*EXERCISE*: Output each record in full, exactly as it stands.

*DATA SHOWN*:
▬▬▬

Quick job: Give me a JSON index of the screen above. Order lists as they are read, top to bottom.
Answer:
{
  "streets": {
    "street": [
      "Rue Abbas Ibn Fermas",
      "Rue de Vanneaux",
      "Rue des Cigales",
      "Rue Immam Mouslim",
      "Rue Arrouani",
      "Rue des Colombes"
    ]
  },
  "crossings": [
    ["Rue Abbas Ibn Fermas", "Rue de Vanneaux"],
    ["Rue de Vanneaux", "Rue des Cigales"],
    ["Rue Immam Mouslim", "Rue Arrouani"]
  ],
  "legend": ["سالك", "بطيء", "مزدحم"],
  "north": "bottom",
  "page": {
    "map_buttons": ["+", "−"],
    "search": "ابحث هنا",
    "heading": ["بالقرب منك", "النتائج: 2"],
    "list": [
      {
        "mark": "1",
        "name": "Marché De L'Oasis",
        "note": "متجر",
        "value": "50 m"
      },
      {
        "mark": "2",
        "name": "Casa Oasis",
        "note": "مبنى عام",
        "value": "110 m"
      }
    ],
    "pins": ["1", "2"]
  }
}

▬▬▬

*ANSWER TO THE PROBLEM*:
Quick job: Give me a JSON index of the screen above. Order lists as they are read, top to bottom.
Answer:
{
  "streets": {
    "street": [
      "Rue Abbas Ibn Fermas",
      "Rue de Vanneaux",
      "Rue des Cigales",
      "Rue Immam Mouslim",
      "Rue Arrouani",
      "Rue des Colombes"
    ]
  },
  "crossings": [
    ["Rue Abbas Ibn Fermas", "Rue de Vanneaux"],
    ["Rue de Vanneaux", "Rue des Cigales"],
    ["Rue Immam Mouslim", "Rue Arrouani"]
  ],
  "legend": ["سالك", "بطيء", "مزدحم"],
  "north": "bottom",
  "page": {
    "map_buttons": ["+", "−"],
    "search": "ابحث هنا",
    "heading": ["بالقرب منك", "النتائج: 2"],
    "list": [
      {
        "mark": "1",
        "name": "Marché De L'Oasis",
        "note": "متجر",
        "value": "50 m"
      },
      {
        "mark": "2",
        "name": "Casa Oasis",
        "note": "مبنى عام",
        "value": "110 m"
      }
    ],
    "pins": ["1", "2"]
  }
}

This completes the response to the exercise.